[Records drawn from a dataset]

··········

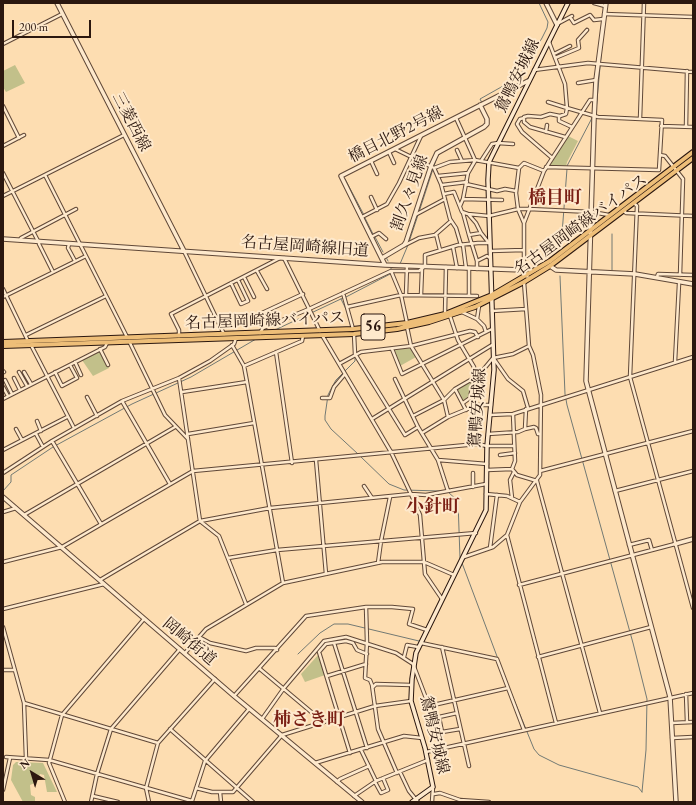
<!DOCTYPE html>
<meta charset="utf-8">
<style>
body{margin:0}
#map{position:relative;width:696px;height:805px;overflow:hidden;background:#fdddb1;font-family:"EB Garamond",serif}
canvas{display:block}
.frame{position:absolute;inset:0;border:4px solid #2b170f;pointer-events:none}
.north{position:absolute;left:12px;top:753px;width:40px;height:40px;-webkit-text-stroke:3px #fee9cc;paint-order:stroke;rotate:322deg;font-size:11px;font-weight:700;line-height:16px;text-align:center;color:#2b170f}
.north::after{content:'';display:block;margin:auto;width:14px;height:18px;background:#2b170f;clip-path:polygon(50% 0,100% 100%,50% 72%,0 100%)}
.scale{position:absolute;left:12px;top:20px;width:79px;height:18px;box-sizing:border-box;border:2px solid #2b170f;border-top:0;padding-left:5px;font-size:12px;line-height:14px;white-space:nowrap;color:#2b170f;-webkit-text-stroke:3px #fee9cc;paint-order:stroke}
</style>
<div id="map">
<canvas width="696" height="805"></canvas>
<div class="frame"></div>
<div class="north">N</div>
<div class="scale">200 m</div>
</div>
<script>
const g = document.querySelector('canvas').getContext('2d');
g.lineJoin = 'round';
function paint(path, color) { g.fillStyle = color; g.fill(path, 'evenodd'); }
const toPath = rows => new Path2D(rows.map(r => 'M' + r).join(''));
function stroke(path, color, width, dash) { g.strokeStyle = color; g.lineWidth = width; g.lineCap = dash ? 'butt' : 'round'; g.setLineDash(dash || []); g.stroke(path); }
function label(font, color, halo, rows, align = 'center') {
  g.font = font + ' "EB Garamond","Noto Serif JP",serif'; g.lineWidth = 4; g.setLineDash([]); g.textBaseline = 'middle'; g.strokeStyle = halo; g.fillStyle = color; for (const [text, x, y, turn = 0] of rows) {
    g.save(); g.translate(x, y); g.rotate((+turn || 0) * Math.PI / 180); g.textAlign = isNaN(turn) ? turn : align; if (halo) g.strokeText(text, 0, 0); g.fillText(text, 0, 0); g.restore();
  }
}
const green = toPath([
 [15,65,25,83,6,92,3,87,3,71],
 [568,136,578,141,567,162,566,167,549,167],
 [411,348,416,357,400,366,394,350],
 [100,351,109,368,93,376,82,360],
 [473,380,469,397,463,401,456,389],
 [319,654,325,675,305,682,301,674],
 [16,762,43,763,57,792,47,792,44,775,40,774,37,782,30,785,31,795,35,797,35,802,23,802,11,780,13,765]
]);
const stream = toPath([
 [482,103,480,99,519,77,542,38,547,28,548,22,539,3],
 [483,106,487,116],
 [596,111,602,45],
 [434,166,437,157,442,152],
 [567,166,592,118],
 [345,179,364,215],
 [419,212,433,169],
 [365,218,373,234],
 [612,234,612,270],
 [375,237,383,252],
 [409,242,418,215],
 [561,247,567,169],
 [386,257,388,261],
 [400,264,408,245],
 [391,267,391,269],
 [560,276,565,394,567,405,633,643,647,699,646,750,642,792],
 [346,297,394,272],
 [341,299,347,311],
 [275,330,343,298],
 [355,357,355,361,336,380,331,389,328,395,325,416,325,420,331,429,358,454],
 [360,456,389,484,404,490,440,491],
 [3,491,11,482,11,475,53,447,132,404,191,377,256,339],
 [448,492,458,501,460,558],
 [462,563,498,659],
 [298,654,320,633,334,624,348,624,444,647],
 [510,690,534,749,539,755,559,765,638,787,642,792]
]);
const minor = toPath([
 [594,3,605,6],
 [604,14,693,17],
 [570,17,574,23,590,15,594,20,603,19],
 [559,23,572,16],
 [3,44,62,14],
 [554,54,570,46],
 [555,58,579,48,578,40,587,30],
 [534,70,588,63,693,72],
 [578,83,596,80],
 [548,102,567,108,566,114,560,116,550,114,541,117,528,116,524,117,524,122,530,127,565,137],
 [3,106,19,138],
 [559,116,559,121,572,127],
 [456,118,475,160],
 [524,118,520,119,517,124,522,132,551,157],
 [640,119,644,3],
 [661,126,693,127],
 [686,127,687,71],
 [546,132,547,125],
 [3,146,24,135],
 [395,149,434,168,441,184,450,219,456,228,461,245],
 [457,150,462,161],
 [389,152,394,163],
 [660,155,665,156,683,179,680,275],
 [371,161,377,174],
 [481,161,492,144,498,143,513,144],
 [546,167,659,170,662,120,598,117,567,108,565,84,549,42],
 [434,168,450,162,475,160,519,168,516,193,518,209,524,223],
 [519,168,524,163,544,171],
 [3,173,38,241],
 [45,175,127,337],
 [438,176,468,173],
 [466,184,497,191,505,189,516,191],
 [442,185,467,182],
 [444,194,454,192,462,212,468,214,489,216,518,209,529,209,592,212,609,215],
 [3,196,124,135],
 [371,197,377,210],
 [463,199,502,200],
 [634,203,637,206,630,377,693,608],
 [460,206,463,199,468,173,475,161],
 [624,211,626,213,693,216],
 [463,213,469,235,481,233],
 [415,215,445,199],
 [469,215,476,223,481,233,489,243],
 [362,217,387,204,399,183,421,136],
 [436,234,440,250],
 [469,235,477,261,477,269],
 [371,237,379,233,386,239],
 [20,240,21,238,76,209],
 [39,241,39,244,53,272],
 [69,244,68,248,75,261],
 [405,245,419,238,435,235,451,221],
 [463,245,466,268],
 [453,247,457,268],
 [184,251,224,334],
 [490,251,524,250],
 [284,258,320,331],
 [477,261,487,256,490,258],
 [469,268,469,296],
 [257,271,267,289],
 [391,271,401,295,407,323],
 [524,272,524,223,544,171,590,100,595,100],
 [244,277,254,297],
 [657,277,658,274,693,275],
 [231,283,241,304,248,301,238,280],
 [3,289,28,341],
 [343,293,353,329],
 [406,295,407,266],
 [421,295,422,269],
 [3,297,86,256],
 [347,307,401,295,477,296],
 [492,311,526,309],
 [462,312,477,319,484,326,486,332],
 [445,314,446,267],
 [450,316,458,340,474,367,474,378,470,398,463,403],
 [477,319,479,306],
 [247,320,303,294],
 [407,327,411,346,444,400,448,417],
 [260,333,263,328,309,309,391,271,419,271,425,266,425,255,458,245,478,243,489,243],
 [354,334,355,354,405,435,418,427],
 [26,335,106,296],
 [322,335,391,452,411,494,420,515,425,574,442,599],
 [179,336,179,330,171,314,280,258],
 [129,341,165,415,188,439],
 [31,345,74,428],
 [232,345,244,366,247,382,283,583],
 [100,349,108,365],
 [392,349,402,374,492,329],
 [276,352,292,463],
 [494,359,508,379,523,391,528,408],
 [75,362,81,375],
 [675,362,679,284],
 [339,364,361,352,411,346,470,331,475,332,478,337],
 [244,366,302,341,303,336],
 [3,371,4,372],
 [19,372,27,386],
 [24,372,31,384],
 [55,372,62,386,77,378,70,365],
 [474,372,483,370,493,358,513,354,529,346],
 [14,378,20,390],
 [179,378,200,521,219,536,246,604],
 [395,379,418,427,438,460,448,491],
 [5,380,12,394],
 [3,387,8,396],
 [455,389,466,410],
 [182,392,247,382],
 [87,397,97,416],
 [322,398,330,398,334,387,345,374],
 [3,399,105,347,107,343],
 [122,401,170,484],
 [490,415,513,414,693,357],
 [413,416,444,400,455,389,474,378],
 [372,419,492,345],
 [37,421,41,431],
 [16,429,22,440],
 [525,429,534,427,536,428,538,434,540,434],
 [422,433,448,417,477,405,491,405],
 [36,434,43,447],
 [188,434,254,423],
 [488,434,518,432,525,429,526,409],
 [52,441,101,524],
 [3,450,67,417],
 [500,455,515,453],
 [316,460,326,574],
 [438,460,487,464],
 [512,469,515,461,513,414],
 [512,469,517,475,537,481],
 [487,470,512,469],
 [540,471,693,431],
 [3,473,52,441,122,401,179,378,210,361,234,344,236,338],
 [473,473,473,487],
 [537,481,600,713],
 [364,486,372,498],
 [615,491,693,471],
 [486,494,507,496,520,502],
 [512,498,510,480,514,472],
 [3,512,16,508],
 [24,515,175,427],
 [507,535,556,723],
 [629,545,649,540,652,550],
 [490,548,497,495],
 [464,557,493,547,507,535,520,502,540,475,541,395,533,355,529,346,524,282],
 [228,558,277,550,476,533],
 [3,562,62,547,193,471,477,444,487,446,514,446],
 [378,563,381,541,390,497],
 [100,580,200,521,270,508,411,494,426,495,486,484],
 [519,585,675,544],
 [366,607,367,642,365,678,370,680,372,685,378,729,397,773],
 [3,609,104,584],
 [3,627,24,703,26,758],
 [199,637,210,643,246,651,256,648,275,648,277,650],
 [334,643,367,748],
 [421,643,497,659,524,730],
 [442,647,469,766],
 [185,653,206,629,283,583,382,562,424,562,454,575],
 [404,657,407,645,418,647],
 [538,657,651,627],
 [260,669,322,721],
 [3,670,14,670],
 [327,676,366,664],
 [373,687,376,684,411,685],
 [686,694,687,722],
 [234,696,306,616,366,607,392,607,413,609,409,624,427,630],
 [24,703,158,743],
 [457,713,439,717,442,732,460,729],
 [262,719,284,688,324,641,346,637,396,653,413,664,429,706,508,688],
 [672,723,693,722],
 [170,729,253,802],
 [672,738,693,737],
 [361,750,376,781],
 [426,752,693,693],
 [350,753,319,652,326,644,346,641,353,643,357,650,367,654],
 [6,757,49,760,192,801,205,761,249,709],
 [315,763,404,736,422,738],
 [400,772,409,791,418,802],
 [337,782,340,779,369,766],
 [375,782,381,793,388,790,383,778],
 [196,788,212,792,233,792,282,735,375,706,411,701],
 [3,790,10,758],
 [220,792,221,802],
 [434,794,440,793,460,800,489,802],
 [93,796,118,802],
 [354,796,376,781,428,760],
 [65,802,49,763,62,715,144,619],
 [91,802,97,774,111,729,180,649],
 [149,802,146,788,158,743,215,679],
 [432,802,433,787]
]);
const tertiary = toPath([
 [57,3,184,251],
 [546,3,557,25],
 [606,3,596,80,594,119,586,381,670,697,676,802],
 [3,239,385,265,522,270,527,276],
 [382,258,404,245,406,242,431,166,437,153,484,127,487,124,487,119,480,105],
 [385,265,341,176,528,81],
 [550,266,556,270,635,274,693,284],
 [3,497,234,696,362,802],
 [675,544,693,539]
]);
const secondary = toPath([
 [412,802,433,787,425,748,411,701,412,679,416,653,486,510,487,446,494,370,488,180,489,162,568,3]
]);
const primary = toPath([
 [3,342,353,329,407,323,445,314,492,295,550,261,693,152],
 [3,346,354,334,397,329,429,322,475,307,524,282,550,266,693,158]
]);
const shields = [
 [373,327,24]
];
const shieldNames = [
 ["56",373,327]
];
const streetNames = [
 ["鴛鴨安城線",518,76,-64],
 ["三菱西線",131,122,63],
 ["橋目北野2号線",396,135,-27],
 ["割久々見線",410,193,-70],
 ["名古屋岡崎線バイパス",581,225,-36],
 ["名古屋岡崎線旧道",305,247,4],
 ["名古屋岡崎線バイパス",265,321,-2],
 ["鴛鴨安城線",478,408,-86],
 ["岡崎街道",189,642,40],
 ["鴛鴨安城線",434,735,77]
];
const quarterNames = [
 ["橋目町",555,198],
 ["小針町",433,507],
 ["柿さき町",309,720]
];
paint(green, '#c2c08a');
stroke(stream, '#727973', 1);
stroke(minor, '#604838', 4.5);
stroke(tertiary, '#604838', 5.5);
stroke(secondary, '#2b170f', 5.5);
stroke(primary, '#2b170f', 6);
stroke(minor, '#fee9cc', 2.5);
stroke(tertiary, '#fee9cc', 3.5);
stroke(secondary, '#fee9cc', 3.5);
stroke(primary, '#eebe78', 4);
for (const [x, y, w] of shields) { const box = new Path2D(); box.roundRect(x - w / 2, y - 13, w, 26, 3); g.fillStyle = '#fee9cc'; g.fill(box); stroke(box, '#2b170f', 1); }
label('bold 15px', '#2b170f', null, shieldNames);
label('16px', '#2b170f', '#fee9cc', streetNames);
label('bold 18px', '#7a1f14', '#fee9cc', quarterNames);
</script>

··········

TASK GOAL: Report how many lines of the entries above contain the word "solid", giving the number by itself.

ANSWER SPACE: 2